Lower back pain is one of the most common health problems that people face today. Keeping yourself physically active and including regular stretching into your daily routine can help to reduce and prevent future back pain. Deep stretching reduces muscle tension around the spine, which is essential for lower back pain relief.
The best treatment of acute onset lower back pain is rest, fomentation with an ice or cold pack and avoid sitting in one posture for long. Doctors advise exercises to prevent lower back pain and not treat it.

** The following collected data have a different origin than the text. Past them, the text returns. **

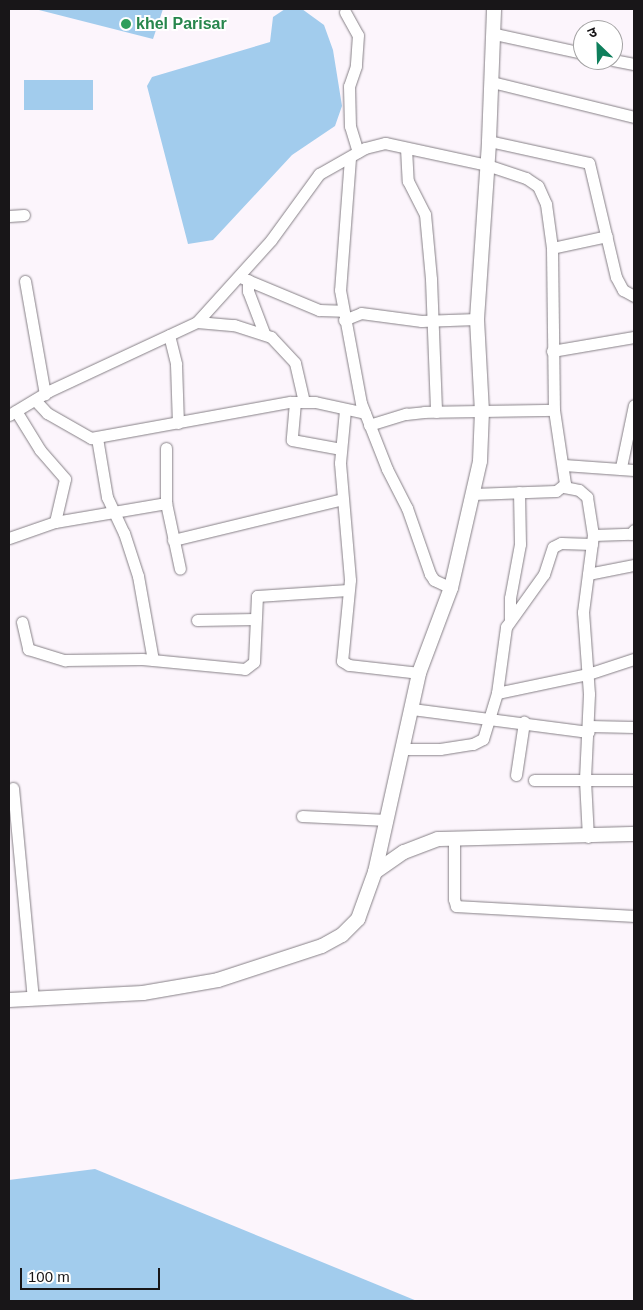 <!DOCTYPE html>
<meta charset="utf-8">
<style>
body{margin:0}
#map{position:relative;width:643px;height:1310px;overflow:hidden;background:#fcf5fc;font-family:Arial,"Noto Sans Devanagari",sans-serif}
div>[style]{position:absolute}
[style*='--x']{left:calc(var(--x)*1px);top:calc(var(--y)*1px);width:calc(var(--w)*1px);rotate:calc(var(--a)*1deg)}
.water>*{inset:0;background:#a2cced;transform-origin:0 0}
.roads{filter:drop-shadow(0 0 1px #868086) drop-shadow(0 0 1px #868086)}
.minor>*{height:11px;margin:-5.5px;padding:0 5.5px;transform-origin:5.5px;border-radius:5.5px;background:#fff}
.tertiary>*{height:14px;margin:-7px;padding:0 7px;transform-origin:7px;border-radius:7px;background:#fff}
.dots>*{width:14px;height:14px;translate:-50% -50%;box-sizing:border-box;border:2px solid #fff;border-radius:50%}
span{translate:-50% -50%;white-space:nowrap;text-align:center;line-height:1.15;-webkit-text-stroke:4px #fff;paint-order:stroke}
.leisure-label{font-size:16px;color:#27864d;font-weight:700}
.left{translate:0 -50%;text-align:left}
.frame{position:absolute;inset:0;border:10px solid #181618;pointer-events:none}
.north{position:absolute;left:573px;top:20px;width:50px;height:50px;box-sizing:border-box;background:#fff;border:1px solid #a3a2a3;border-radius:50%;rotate:336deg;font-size:14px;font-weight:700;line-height:20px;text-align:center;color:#181618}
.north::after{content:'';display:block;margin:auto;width:18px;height:22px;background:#0f7f5c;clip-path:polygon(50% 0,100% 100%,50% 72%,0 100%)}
.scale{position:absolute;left:20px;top:1268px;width:140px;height:22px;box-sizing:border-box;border:2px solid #181618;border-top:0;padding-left:6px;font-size:15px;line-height:18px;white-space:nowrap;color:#181618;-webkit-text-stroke:4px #fff;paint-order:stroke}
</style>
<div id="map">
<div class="water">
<i style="clip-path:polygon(35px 9px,163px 9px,153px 39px)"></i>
<i style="clip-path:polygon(285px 9px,302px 9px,324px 25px,333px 50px,342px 106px,335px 126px,292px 155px,213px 240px,188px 244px,147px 86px,152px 77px,270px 42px,273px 17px)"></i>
<i style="left:24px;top:80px;width:69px;height:30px"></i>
<i style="clip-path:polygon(95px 1169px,417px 1301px,9px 1301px,9px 1180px)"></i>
</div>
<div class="roads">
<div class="minor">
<i style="--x:345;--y:12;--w:26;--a:61"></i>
<i style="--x:358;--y:35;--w:31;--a:94"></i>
<i style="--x:356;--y:66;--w:21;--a:109"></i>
<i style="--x:349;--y:86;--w:40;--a:88.6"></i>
<i style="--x:350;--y:126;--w:27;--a:73"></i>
<i style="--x:495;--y:34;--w:90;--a:12.2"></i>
<i style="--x:613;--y:60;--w:21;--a:11"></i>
<i style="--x:492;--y:82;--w:146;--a:13.8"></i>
<i style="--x:489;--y:141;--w:102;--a:12.4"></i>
<i style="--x:589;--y:163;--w:117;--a:76.7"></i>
<i style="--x:616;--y:277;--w:15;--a:62"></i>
<i style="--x:623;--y:290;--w:13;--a:29"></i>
<i style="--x:406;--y:148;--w:33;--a:87"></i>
<i style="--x:408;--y:181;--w:37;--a:63"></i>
<i style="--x:425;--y:214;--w:65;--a:84.7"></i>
<i style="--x:431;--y:279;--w:133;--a:87.8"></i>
<i style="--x:350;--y:158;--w:132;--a:94.3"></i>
<i style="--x:340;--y:290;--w:115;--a:79.5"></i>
<i style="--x:361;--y:403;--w:71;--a:68.5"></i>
<i style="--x:387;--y:469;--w:44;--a:62.9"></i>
<i style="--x:407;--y:508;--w:70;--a:70.8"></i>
<i style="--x:430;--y:574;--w:7;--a:56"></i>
<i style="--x:434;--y:580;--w:19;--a:25"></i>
<i style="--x:9;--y:216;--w:15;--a:-4"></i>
<i style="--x:552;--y:248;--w:56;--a:-12.3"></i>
<i style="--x:240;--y:277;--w:86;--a:22.7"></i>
<i style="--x:319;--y:310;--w:23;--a:2"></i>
<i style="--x:248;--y:280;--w:11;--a:90"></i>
<i style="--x:248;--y:291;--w:45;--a:69.1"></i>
<i style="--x:25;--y:281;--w:115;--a:80"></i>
<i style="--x:344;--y:320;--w:18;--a:-22"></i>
<i style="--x:361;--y:313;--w:61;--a:7.6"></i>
<i style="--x:421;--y:321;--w:56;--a:-2"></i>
<i style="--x:197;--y:322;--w:37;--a:5"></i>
<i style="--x:234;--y:325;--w:39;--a:18"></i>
<i style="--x:271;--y:337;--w:35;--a:47"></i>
<i style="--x:295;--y:363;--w:40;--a:77"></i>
<i style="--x:169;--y:335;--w:30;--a:76"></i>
<i style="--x:176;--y:364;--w:59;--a:88.1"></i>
<i style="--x:552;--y:351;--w:83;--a:-9.7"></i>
<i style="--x:35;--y:400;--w:18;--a:47"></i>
<i style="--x:47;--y:413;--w:51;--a:29.6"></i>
<i style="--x:91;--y:438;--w:202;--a:-10.3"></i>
<i style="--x:290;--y:402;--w:25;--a:0"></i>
<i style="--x:315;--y:402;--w:51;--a:12.4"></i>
<i style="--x:295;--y:402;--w:38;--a:95"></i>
<i style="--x:292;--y:440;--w:50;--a:10.4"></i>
<i style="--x:345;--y:410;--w:53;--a:95.4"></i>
<i style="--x:340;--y:463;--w:117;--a:85.1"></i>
<i style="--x:350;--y:580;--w:81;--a:95.6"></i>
<i style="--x:342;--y:661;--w:8;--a:30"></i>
<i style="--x:349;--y:665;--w:70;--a:6.5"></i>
<i style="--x:16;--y:411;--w:46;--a:58.4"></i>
<i style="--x:40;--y:450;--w:38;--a:49"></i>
<i style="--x:65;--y:479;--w:44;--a:103.1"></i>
<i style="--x:9;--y:415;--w:47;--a:-31"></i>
<i style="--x:49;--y:391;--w:163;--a:-25"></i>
<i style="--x:197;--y:322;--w:110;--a:-47.9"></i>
<i style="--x:271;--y:240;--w:82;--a:-54"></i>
<i style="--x:319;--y:174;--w:53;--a:-29.5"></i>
<i style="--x:365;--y:148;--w:21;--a:-14"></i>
<i style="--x:385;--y:143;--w:104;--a:12.2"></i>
<i style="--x:487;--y:165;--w:41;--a:18.4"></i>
<i style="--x:526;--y:178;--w:14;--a:34"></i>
<i style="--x:538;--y:186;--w:20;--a:66"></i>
<i style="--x:546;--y:204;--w:44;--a:82.2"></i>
<i style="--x:552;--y:248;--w:162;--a:89.3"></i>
<i style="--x:554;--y:410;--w:75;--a:81.5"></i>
<i style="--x:565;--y:484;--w:11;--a:142"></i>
<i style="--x:556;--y:491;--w:84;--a:178"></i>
<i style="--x:369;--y:425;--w:39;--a:-17"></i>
<i style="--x:406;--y:414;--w:18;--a:-6"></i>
<i style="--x:424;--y:412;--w:130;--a:-0.9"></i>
<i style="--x:97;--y:438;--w:60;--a:80.4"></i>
<i style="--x:107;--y:497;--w:40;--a:65"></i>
<i style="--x:124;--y:533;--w:45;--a:72"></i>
<i style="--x:138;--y:576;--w:85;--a:79.9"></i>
<i style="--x:166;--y:448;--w:55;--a:90"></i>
<i style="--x:166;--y:503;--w:67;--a:78"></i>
<i style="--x:564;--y:465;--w:70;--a:4.1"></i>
<i style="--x:621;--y:467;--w:63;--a:-78.2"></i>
<i style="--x:564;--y:487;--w:15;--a:11"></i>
<i style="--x:579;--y:490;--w:11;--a:41"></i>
<i style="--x:587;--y:497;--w:38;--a:81"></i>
<i style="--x:593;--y:535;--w:78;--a:97.4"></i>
<i style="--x:583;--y:612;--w:82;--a:85.8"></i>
<i style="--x:589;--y:694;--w:86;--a:92.7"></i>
<i style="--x:585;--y:780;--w:57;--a:87"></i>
<i style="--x:593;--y:535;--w:38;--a:-2"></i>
<i style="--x:631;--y:534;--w:5;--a:-53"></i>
<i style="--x:9;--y:538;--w:49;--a:-19.2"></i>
<i style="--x:55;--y:522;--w:113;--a:-9.7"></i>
<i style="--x:173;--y:540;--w:174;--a:-13.6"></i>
<i style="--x:588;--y:574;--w:47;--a:-11.1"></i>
<i style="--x:510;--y:619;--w:21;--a:-90"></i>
<i style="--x:510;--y:598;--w:55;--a:-79.5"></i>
<i style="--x:520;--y:544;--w:52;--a:-91.1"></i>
<i style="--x:197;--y:620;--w:58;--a:-1"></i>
<i style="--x:22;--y:622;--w:28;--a:77"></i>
<i style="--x:28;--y:649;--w:39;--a:17"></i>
<i style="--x:65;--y:660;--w:77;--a:-0.7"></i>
<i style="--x:142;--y:659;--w:103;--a:5.5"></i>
<i style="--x:245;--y:669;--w:11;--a:-38"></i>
<i style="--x:254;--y:662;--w:66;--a:-87.4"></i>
<i style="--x:257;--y:596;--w:91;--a:-3.8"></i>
<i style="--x:497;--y:693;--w:93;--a:-11.8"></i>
<i style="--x:588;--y:674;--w:48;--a:-18.1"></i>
<i style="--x:412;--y:709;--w:178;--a:7.4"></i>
<i style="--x:589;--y:726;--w:45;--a:1.3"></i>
<i style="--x:403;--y:749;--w:37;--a:0"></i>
<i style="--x:440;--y:749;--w:33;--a:-9"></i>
<i style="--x:473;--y:744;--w:11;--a:-27"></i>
<i style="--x:483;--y:739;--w:48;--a:-73.1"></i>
<i style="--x:497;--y:693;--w:67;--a:-82.2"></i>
<i style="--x:506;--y:627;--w:65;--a:-54.4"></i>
<i style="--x:544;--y:574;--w:28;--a:-72"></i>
<i style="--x:553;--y:547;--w:9;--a:-27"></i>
<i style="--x:561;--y:543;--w:31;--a:2"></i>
<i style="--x:516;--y:775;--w:54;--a:-81.4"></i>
<i style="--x:534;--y:780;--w:100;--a:0"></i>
<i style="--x:13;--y:788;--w:212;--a:84.6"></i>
<i style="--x:302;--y:816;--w:85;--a:2.7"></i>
<i style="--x:454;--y:838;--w:61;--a:90"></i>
<i style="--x:454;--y:899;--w:7;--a:74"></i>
<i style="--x:456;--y:906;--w:178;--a:3.2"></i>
</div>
<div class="tertiary">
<i style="--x:375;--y:872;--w:35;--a:-35"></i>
<i style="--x:404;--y:852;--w:36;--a:-21"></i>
<i style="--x:438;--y:839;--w:196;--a:-1.5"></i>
<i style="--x:9;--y:1000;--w:134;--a:-3"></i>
<i style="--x:143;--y:993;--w:76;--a:-9.8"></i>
<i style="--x:218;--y:980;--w:109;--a:-18.1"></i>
<i style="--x:322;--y:946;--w:23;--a:-29"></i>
<i style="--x:342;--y:935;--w:23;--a:-45"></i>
<i style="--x:358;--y:919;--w:50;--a:-70.1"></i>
<i style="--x:375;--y:872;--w:204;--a:-77.5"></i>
<i style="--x:419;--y:673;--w:91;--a:-69.4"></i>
<i style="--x:451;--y:588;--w:130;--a:-77.1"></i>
<i style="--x:480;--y:461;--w:49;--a:-87.7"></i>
<i style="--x:482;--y:412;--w:93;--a:-93.1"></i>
<i style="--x:477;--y:319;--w:178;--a:-86.1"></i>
<i style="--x:489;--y:141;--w:132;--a:-87.8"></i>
</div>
</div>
<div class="dots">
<i style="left:126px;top:24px;background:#2e9e5b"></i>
</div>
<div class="leisure-label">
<span class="left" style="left:136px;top:24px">khel Parisar</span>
</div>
<div class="frame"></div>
<div class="north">उ</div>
<div class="scale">100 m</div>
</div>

7 Best Exercises for Lower Back Pain
Trunk twist
You can do it either sitting up or lying down, whichever is more comfortable for you. The idea is to twist your torso to stretch out the tight muscles.
- Lie on your back
- Lift your right knee to the chest
- Stretch your right arm straight
- Turn your body to the left
- Lower your right leg as far as possible
Avoid this exercise if you have a history of disc prolapse.
Cat and cow pose
- This alternates between two important stretches (arching the back and rounding it). These twin movements stretch the muscles around the spine, providing much-needed relief for the lower back, particularly if your pain is caused by sciatica.
- This pose stretches the hips and abs as well.
Big toe pose
This is a gentle stretch that immediately opens up the lower back.
- Start with your feet shoulder-width apart.
- Bend forward on a deep exhale.
- Clasp your big toes and bring your nose to your shin.
A simple modification is to rest your hands on your thighs and fold forward as far as you are comfortable. In either case, be careful not to round your back.
Child’s pose
- Kneel on the floor or yoga mat with your feet together.
- Recline until you're sitting on your heels, leaving some space between your feet.
- Recline forward, aiming to rest your chest on your thighs.
Don't push it if it feels too difficult. The more you practice stretching your lower back, the easier it will become.
Runner’s stretch
- Begin this stretch by sitting on the floor with both legs straight out in front of you.
- Turn your right leg out and bend your right knee, bringing your right foot up to rest on the instep of your left knee.
- Lean forward and grab both of your left toes (or your left calf if you don't have the flexibility to reach that far), feeling the stretch down your back.
- Repeat on the other side.
Golf swing
- Place your knee in the corner of the wall, or as close to it as possible.
- Raise your other leg, which may be difficult at first, so you may need to bend forward. However, as the muscles relax, you will be able to straighten.
Doing this stretch two times a day for two minutes on each side will help keep your hip flexors loose. This means less low back pain and more turning flexibility in your golf swing.
Figure 4
- Begin by facing the back of a chair, table or sturdy towel rack.
- Cross your right foot over your left knee, bending your right knee out to the side to form the number “4” with your legs.
- Bend your left knee, extend your lower body and sink into the stretch, rounding your spine and pulling away from the support to deepen the stretch in your lower back while keeping the support in front of you.
- Repeat on the other side.
When should I consult a doctor to relieve back spasms?
In general, it's good to see a doctor if you don't feel better after three days (72 hours). Additionally, if you experience the following symptoms along with back muscle spasms, contact your doctor.
- Controlling your bowel or bladder function becomes difficult all of a sudden.
- Muscle weakness in the arms or legs causes you to feel unstable when walking and reduces the distance you can walk.
- You feel pain and numbness down your arms or legs, which worsens especially when you sneeze, cough or sit down.
- You experience an inability to sleep at night due to increased pain when lying down.
- When you have muscle spasms, you may have a fever, weight loss or other symptoms of illness.
What are the simple tips to prevent back spasms?
Simple and common preventative measures for back spasms may include:
- Maintain a healthy weight as per your height and age.
- Maintain a proper posture and use ergonomic aids as needed, which provide stability and strength that our back requires, potentially reducing the risk of back spasms.
- Engage in a back and core muscle stretching and strengthening program, as well as participate in some form of cardiovascular activity on a regular basis, that will help keep the back muscles healthy.
- Warm up and cool down properly before and after exercise, which can help prevent muscle fatigue, sprains and injuries.
- Doctors usually advise proper lifestyle management, such as staying hydrated, eating a healthy diet and getting enough sleep.